[Saved data entries]
────────────────
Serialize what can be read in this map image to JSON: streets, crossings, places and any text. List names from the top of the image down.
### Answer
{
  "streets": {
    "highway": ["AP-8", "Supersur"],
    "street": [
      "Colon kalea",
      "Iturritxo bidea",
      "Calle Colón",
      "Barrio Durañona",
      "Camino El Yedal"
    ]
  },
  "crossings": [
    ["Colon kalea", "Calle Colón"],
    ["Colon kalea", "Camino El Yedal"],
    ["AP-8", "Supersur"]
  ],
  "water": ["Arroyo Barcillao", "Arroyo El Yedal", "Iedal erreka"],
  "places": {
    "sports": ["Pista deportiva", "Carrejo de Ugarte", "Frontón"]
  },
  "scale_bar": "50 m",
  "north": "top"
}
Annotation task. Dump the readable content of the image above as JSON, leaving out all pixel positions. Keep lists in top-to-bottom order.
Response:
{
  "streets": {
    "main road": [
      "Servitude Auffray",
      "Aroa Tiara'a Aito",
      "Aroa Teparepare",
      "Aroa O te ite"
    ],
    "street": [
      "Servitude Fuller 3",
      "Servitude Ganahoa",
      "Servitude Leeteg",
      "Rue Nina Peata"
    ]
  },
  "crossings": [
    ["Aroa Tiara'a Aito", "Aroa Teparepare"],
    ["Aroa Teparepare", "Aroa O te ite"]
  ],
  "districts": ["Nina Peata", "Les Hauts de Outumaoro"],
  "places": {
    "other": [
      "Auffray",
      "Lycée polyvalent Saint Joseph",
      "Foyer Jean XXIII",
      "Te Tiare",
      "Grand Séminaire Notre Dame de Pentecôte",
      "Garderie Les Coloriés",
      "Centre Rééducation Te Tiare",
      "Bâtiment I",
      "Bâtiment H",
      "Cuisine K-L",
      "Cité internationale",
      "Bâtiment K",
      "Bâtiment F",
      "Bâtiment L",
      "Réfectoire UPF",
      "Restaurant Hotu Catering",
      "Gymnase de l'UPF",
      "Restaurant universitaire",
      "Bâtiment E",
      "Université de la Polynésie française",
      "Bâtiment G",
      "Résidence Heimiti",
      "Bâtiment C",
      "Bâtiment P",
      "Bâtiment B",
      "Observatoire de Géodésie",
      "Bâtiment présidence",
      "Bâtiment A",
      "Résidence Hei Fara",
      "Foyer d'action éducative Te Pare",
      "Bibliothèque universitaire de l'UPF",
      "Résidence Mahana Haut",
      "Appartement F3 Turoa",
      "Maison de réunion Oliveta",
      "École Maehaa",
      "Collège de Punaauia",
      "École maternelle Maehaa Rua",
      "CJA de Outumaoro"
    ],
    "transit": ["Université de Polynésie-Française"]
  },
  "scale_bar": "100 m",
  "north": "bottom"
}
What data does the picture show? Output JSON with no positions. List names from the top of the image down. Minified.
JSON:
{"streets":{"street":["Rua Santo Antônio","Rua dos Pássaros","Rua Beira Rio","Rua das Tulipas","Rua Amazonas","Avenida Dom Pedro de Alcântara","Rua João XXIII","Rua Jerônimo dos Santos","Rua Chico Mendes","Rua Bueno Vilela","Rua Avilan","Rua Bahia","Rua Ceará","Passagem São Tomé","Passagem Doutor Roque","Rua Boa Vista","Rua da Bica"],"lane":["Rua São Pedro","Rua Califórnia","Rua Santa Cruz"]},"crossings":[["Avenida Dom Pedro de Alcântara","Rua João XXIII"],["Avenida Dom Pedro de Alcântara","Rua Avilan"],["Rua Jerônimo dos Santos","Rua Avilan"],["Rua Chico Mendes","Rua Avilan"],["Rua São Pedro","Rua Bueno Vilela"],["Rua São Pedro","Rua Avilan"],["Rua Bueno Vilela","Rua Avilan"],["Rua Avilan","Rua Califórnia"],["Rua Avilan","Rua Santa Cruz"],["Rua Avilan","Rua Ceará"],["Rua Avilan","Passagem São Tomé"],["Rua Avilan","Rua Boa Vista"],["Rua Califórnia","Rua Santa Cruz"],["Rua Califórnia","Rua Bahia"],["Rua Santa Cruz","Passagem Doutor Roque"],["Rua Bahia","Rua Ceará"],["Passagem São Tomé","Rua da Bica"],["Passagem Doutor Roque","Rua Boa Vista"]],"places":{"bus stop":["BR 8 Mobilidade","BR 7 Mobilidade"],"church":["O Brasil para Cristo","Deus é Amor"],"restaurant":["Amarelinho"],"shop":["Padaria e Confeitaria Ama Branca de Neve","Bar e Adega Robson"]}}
────────────────
Description of the task: A single number is required: the count of lines in the data above that include the string "Bâtiment".

Output below: 12